Bitcoin and the S&P 500 Index (SPX) recovered from their respective intra-week lows to finish last week on a positive note. The recovery was largely driven by the expectations of a debt ceiling deal being reached between the White House and congressional Republicans.
While the short-term picture looks promising, traders should not let their guard down. Many times, the price rises on rumors and falls on the news. It needs to be seen whether the bulls will build upon last week’s strength or give back some of the gains after the deal makes its way through Congress.
One positive in favor of the crypto bulls is that Bitcoin’s supply continues to diminish because long-term investors with conviction refuse to sell their holdings. Glassnode’s “Hodled and Lost Coins” metric has risen to its highest level since May 2018.
Going forward, what are the important resistance levels that need to be scaled for the up move to continue in Bitcoin (BTC) and altcoins? Let’s study the charts to find out.

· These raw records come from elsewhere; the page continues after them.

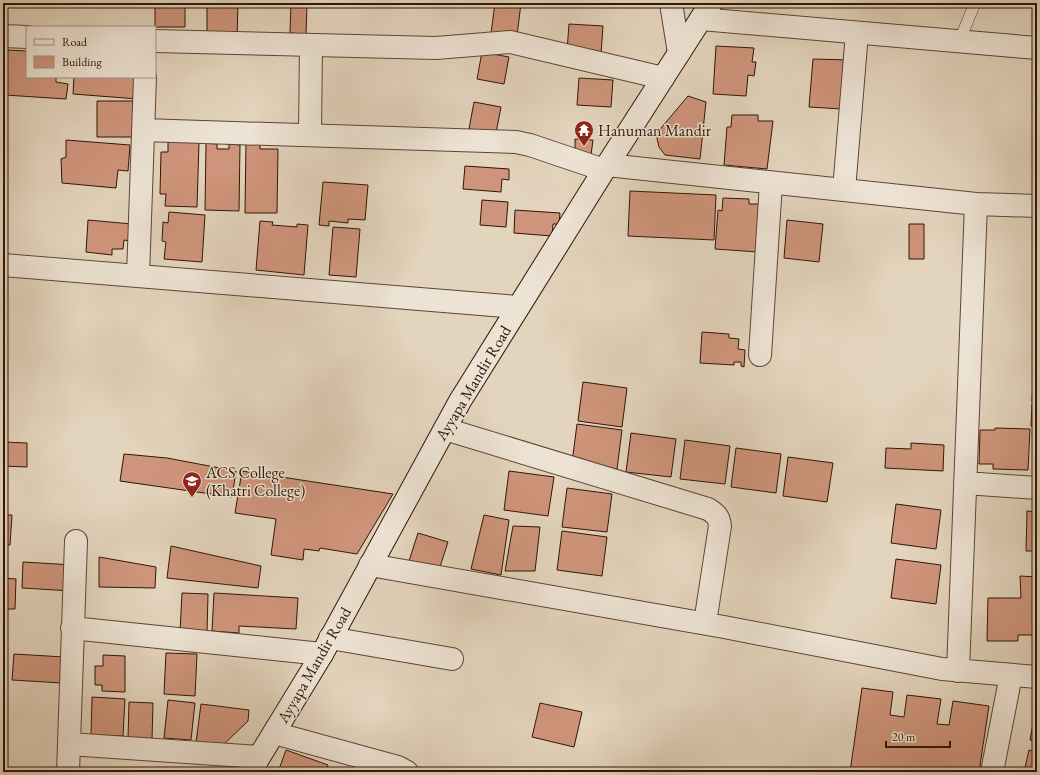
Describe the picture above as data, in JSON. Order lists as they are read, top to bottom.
{
  "streets": {
    "street": ["Ayyapa Mandir Road"]
  },
  "places": {
    "temple": ["Hanuman Mandir"],
    "school or university": ["ACS College (Khatri College)"]
  },
  "legend": ["Road", "Building"],
  "scale_bar": "20 m"
}
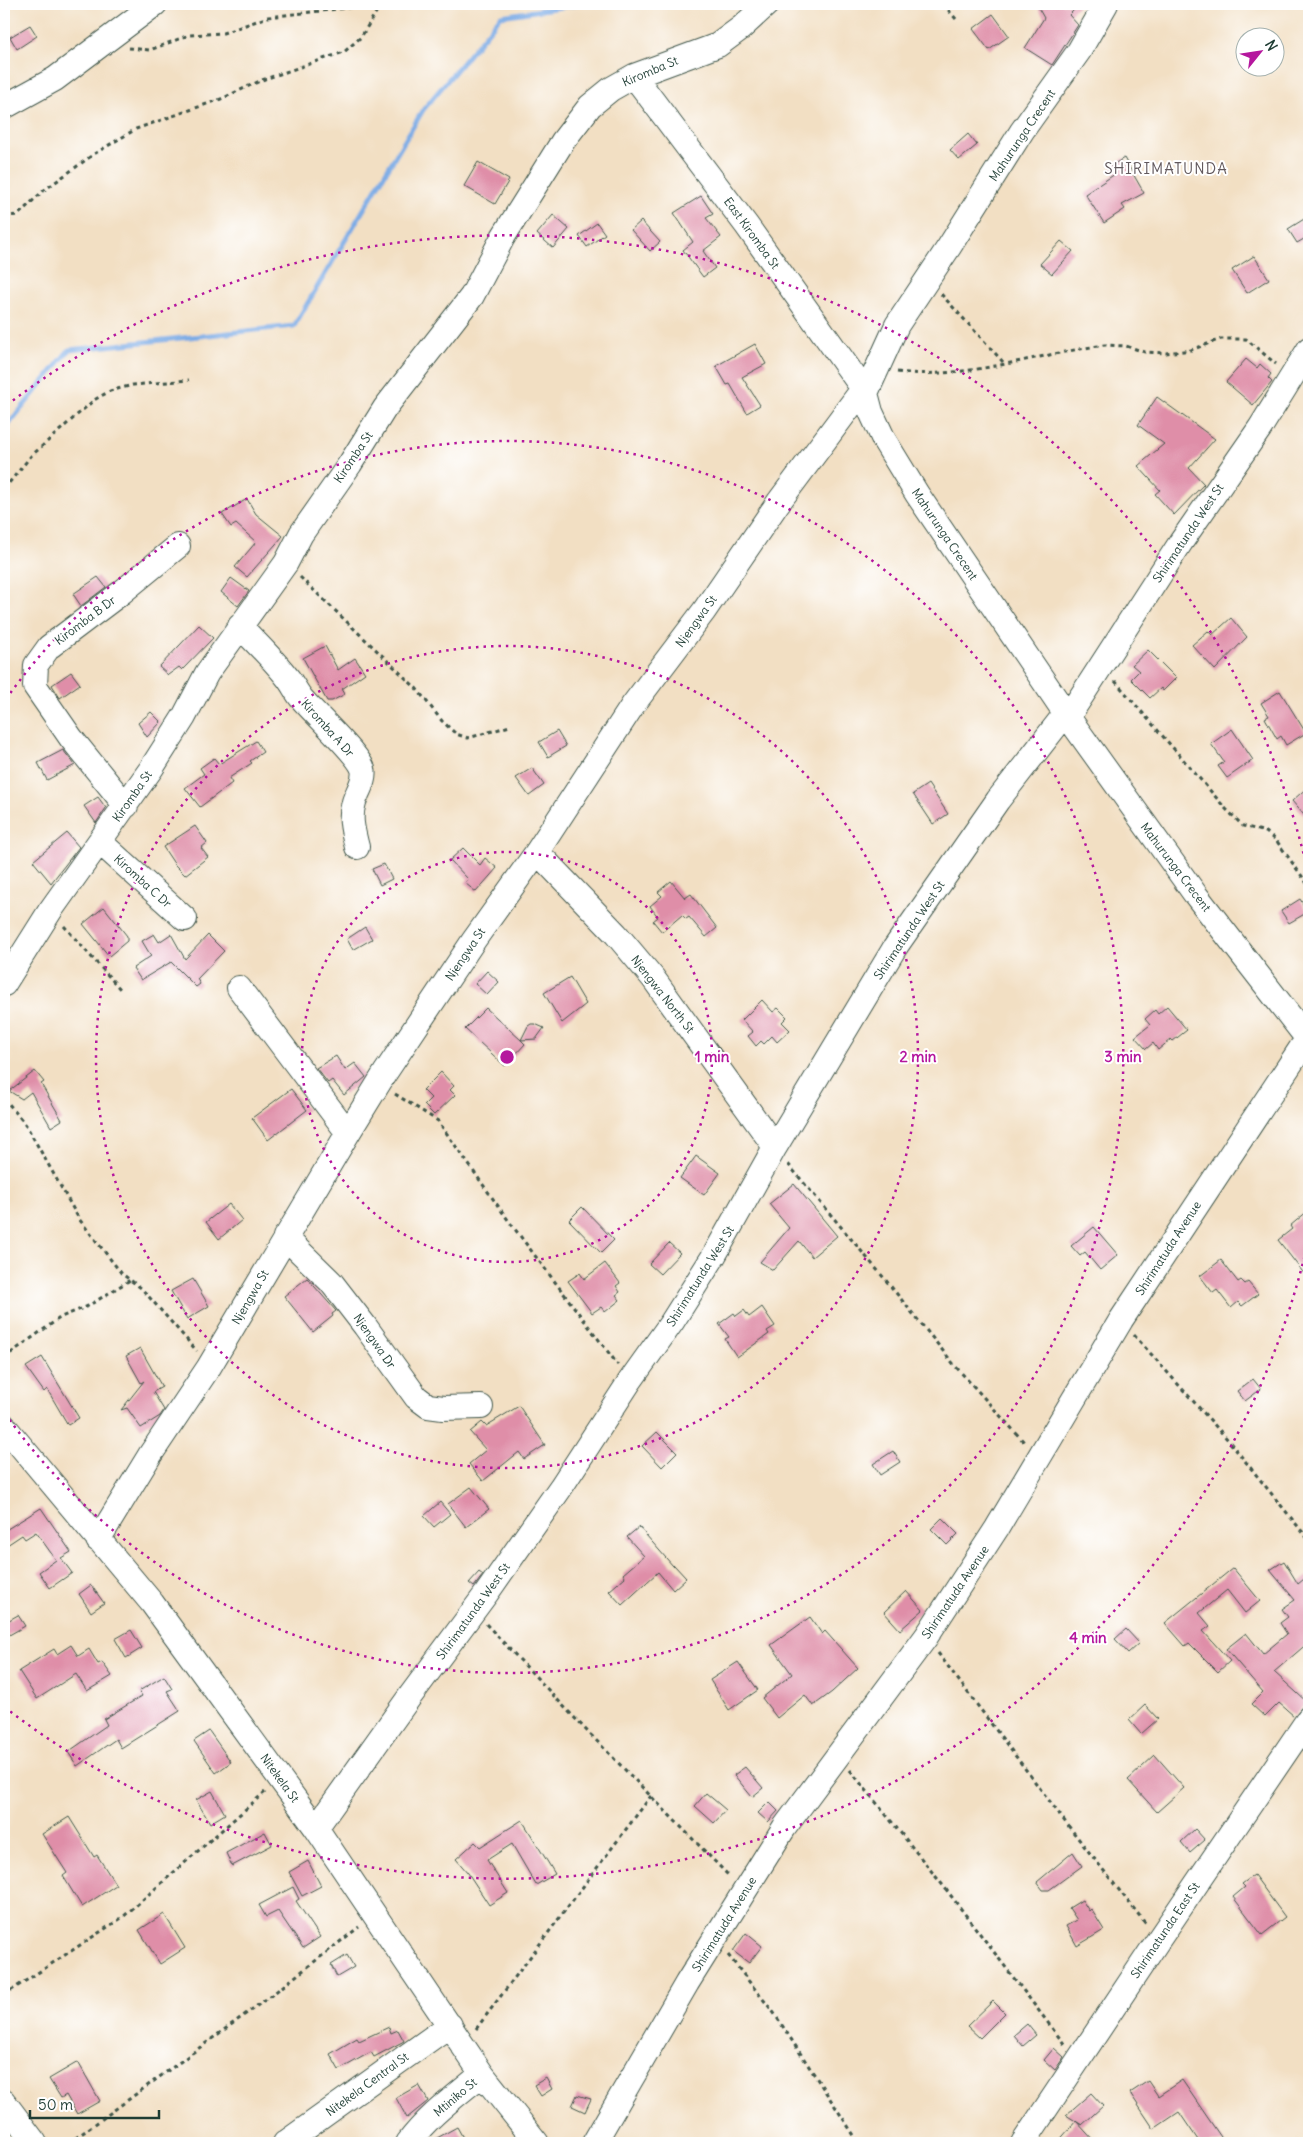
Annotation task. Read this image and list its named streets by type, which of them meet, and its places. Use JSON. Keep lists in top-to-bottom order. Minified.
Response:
{"streets":{"street":["Kiromba St","Mahurunga Crecent","East Kiromba St","Shirimatunda West St","Kiromba B Dr","Njengwa St","Kiromba A Dr","Kiromba C Dr","Njengwa North St","Shirimatuda Avenue","Njengwa Dr","Nitekela St","Shirimatunda East St","Nitekela Central St","Mtiniko St"]},"crossings":[["Kiromba St","East Kiromba St"],["Kiromba St","Kiromba B Dr"],["Kiromba St","Kiromba A Dr"],["Kiromba St","Kiromba C Dr"],["Mahurunga Crecent","East Kiromba St"],["Mahurunga Crecent","Shirimatunda West St"],["Mahurunga Crecent","Njengwa St"],["Mahurunga Crecent","Shirimatuda Avenue"],["East Kiromba St","Njengwa St"],["Shirimatunda West St","Njengwa North St"],["Shirimatunda West St","Nitekela St"],["Njengwa St","Njengwa North St"],["Njengwa St","Njengwa Dr"],["Njengwa St","Nitekela St"],["Nitekela St","Nitekela Central St"],["Nitekela St","Mtiniko St"]],"districts":["SHIRIMATUNDA"],"scale_bar":"50 m","north":"top right","rings":["1 min","2 min","3 min","4 min"]}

The S&P 500 Index turned up sharply from the 50-day simple moving average (SMA) of 4,100 on May 24 and rose above the 20-day exponential moving average (EMA) of 4,145 on May 25.
The bulls are trying to overcome the obstacle at 4,200. If they succeed, the index could rise to 4,300. This level may again act as a strong resistance, but if bulls do not allow the price to drop back below 4,200, the likelihood of a break above 4,300 increases. The index could then start its northward journey to the 4,500 to 4,600 zone.
This positive view will be negated in the near term if the price turns down and collapses below 4,050. The index could then slump to the uptrend line and subsequently to 3,800.